Hope this is clear, please say if it isn’t and thanks!
James
If I understand your question correctly, this might be what you’re looking for:
mesh Th = square(10,10);
fespace Xh(Th, P1);
Xh uBoundary, uGlobal = 10;
int BClabel = 1;
varf tgvOnBoundary(UX, VX) = on(BClabel, UX = 1);
real[int] OneOnBoundary = tgvOnBoundary(0, Xh, tgv = 1);
uBoundary[] = uGlobal[].*OneOnBoundary;
plot(uBoundary);
Hi Chris, thanks for reply!
This certainly looks close to what I need. I may have further questions soon though, if that’s not a problem.
Yes it is simple now
You can build the mesh of the boundary like :
load "msh3"
mesh Th=square(10,10);
meshL TBh = extract(Th);
plot(TBh,wait=1);
fespace Vh(Th,P2);
Vh u = x*y;
fespace VBh(TBh,P2);
VBh bu= u; // restiction of u of border ..
plot(bu,wait=1);
Hi Frederic, thanks for your answer!
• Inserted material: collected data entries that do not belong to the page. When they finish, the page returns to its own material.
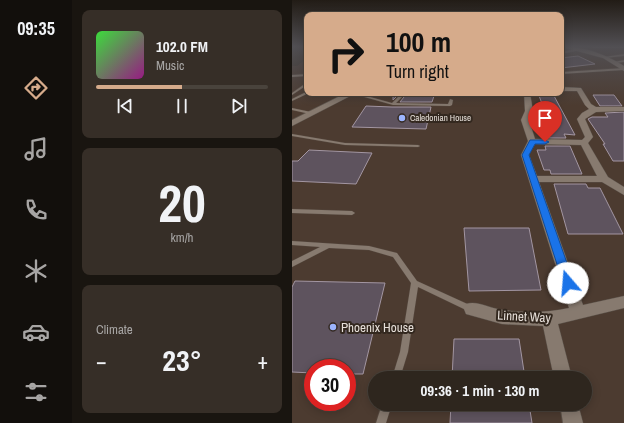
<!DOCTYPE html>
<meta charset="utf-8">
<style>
:root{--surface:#2e261e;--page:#362e27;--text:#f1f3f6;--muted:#a7a5a4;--line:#49433c;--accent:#d6ab8b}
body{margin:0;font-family:"Archivo Narrow",sans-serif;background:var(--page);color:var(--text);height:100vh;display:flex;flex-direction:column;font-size:15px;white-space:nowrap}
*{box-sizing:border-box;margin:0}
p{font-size:13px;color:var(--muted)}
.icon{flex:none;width:22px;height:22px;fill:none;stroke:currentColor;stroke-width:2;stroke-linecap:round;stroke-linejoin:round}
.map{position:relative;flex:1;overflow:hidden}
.panel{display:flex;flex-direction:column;gap:10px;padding:10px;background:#191510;width:220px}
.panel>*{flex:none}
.hud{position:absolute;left:12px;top:12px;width:260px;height:84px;border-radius:8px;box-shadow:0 2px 10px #0003,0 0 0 1px var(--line);background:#d6ab8b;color:#111;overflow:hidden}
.speed{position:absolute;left:12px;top:359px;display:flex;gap:8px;font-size:20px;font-weight:700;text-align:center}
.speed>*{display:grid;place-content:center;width:52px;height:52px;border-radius:50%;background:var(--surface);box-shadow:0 2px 10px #0003,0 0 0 1px var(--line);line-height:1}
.speed .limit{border:6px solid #d22;background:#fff;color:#111}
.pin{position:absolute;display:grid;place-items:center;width:34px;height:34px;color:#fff;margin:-41px -17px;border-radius:50% 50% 50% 0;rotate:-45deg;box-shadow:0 0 4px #0007}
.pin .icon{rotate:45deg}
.me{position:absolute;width:44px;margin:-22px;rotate:342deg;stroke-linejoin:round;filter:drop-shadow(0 0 3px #0008)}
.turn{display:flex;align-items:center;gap:14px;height:84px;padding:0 16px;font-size:18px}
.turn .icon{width:52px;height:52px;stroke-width:2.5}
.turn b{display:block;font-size:28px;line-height:34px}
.big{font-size:30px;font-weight:700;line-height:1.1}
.panel .tile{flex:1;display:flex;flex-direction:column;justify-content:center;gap:6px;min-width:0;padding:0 14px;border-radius:8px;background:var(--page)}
.panel .dial{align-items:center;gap:0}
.dial b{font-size:52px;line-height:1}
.song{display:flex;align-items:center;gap:12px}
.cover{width:48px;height:48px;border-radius:6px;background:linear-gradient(135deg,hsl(120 70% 55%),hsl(310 70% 35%))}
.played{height:4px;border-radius:2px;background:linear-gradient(90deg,var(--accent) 50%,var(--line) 50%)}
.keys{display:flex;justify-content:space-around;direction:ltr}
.heat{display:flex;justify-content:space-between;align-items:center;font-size:22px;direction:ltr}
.trip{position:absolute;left:76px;top:371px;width:224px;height:40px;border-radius:20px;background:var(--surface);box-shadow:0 2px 10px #0003,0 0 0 1px var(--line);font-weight:700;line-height:40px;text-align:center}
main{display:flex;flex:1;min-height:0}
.dock{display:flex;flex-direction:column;width:72px;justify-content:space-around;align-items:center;background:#120f0c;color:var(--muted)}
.dock .icon{width:28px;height:28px}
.dock .on{color:var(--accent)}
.dock b{font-size:18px;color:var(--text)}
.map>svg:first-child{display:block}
.industrial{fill:#4c3b30;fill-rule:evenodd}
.building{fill:#5e535e;stroke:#a396a2}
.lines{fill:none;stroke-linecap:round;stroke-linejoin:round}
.service-casing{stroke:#5a5149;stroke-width:0.5}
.minor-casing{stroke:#5a5149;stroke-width:1}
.tertiary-casing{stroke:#5a5149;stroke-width:1}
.service{fill:#877a6f;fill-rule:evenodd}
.minor{fill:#877a6f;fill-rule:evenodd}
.tertiary{fill:#877a6f;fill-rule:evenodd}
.route{fill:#1a73e8;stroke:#114b97}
.poi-dot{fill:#9cb4fd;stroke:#33281f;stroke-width:1.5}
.labels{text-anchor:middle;stroke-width:4;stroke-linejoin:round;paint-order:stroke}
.far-poi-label{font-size:9px;fill:#e6dfd9;stroke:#33281f;text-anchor:start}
.near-street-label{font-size:13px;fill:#e6dfd9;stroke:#33281f}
.near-poi-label{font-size:13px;fill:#e6dfd9;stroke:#33281f;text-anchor:start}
</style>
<main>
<nav class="dock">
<b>09:35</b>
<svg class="icon on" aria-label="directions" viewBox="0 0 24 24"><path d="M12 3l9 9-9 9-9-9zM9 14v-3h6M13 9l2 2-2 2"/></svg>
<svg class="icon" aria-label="music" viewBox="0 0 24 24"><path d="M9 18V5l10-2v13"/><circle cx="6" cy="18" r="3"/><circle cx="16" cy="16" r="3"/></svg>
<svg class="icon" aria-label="phone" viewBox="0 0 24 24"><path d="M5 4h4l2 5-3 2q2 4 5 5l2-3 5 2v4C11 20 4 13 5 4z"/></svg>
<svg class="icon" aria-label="climate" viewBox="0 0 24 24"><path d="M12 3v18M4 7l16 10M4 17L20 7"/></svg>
<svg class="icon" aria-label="car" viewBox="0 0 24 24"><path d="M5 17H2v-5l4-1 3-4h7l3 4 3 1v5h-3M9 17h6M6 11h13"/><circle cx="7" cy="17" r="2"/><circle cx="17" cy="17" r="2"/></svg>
<svg class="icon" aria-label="filters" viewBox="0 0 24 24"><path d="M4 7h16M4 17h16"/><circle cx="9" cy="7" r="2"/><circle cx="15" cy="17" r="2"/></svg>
</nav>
<section class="panel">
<div class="tile">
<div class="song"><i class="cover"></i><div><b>102.0 FM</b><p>Music</p></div></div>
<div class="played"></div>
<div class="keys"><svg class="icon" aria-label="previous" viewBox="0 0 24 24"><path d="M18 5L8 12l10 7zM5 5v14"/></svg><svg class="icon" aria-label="pause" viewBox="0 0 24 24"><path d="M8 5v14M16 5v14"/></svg><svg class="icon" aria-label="next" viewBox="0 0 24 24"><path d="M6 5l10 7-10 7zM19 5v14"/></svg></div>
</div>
<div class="tile dial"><b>20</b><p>km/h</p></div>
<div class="tile"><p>Climate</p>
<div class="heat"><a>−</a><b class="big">23°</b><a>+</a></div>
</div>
</section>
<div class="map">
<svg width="332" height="423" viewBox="0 0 332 423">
<rect width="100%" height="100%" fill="#3d3228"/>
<path class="industrial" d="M269 47H332V423H0V66H5L15 58V93H269ZM21 368H55V402H21ZM83 378H293V404H83Z"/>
<g class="building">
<polygon points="286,56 303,64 269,68 269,58"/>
<polygon points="101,93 143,93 140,102 108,102 112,97 110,94 107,94 101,100"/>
<polygon points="246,93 261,94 283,135 272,134 274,138 250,138 242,117 255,117"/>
<polygon points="301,95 322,95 330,106 308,106"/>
<polygon points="74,106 100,107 139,107 134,129 60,127"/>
<polygon points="332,112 332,161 321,161 311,144 313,144 296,119 300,117 316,117 313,113"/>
<polygon points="253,146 278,146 290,174 259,174 258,170 252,170 245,150 254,150"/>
<polygon points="17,150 80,153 64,184 0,181 0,161 6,161"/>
<polygon points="262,184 294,184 296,188 308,188 331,234 276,234"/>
<polygon points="172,228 237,228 249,290 177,291"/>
<polygon points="3,281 93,283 71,374 55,374 55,368 21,368 21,373 0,372 0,287"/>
<polygon points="162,339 227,339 233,378 160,378"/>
<polygon points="159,404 237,404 240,423 158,423"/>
</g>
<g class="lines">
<defs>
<g id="service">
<polygon points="300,47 332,47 332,48 301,48"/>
<polygon points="332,54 332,56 313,58 312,57"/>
<polygon points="332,60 332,62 323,63 322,62"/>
<polygon points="332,68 332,70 269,74 269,72"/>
<polygon points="15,74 15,76 0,77 0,75"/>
<polygon points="14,83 15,83 15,85 0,95 0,93"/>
<polygon points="14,92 17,93 0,101 0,99"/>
<polygon points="58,93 64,93 100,103 108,95 110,95 110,97 104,103 156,104 158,99 161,100 160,105 158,106 101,105"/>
<polygon points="0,108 19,112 20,113 18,114 0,110"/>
<polygon points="0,134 53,143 126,145 128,146 126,147 53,145 0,136"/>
<polygon points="0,209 60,211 63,213 60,215 0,213"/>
<polygon points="0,241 77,246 105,253 125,281 182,307 183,309 182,311 179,312 176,311 126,287 116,352 108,378 100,378 108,352 119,283 101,257 77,250 37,248 0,267 0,261 28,247 0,245"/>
<polygon points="90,404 100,404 94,423 84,423"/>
</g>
<g id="minor">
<polygon points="286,48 288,50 269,54 269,52"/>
<path d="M269 87 289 88 299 104 304 107H332V111L304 112 293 119 301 137 296 143 316 177 332 187V195L310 182H247L291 305 332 296V308L266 324 280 378H262L251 326 210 324 174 314 172 309 174 304C185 300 199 309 211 310 233 313 255 313 277 308L229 155 236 141 229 120 233 111 232 93H238L241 111 237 120 243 139 290 140 293 137 285 119 290 113 297 109 293 105 285 91H269ZM243 144 289 145 305 176H245L237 155Z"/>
<polygon points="268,404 286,404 291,423 271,423"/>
</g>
<g id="tertiary">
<path d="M274 47C294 47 315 55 332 66V71L311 58 274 48Z"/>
<polygon points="54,93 64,93 0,126 0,120"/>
</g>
</defs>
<use href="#service" class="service-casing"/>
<use href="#minor" class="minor-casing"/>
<use href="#tertiary" class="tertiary-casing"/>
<use href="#service" class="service"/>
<use href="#minor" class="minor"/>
<use href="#tertiary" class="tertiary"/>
</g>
<linearGradient id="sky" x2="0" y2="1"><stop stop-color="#221c16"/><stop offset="0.44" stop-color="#514f53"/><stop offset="1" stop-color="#514f53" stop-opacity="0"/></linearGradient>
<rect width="332" height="106" fill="url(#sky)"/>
<polygon class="route" points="238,140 253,140 257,142 253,144 243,144 237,155 282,283 280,286 276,288 272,286 271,283 230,155"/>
<g class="poi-dot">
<circle cx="110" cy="118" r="4"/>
<circle cx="41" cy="327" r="4"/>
</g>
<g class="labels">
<g class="far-poi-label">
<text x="118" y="121">Caledonian House</text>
</g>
<g class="near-street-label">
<text transform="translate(232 316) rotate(3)" y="5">Linnet Way</text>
</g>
<g class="near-poi-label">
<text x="49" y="332">Phoenix House</text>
</g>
</g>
</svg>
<div class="speed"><div class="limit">30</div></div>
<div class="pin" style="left:253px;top:142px;background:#d93025"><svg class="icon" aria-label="arrive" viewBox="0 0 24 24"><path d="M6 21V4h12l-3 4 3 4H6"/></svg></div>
<svg class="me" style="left:276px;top:283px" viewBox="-20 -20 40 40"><circle r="19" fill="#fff"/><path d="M0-13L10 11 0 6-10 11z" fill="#1a73e8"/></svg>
<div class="trip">09:36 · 1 min · 130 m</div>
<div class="hud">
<div class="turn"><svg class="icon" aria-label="right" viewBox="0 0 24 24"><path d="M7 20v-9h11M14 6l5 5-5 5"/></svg><div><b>100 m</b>Turn right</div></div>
</div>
</div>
</main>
This seems close, although I need the function evaluated at a specific border, rather than the entire boundary. Apologies, I used the word ‘boundary’ in my question when I actually meant to say ‘border’. I believe that Chris’ answer above should work in my code though!
remark extract can do only a part of boundary,
int[int] ll=[1,2];
meshL TBh = extract(Th,label=ll); // extract only border with label 1 and 2.
Ah brilliant. This could be very useful to me! Many thanks.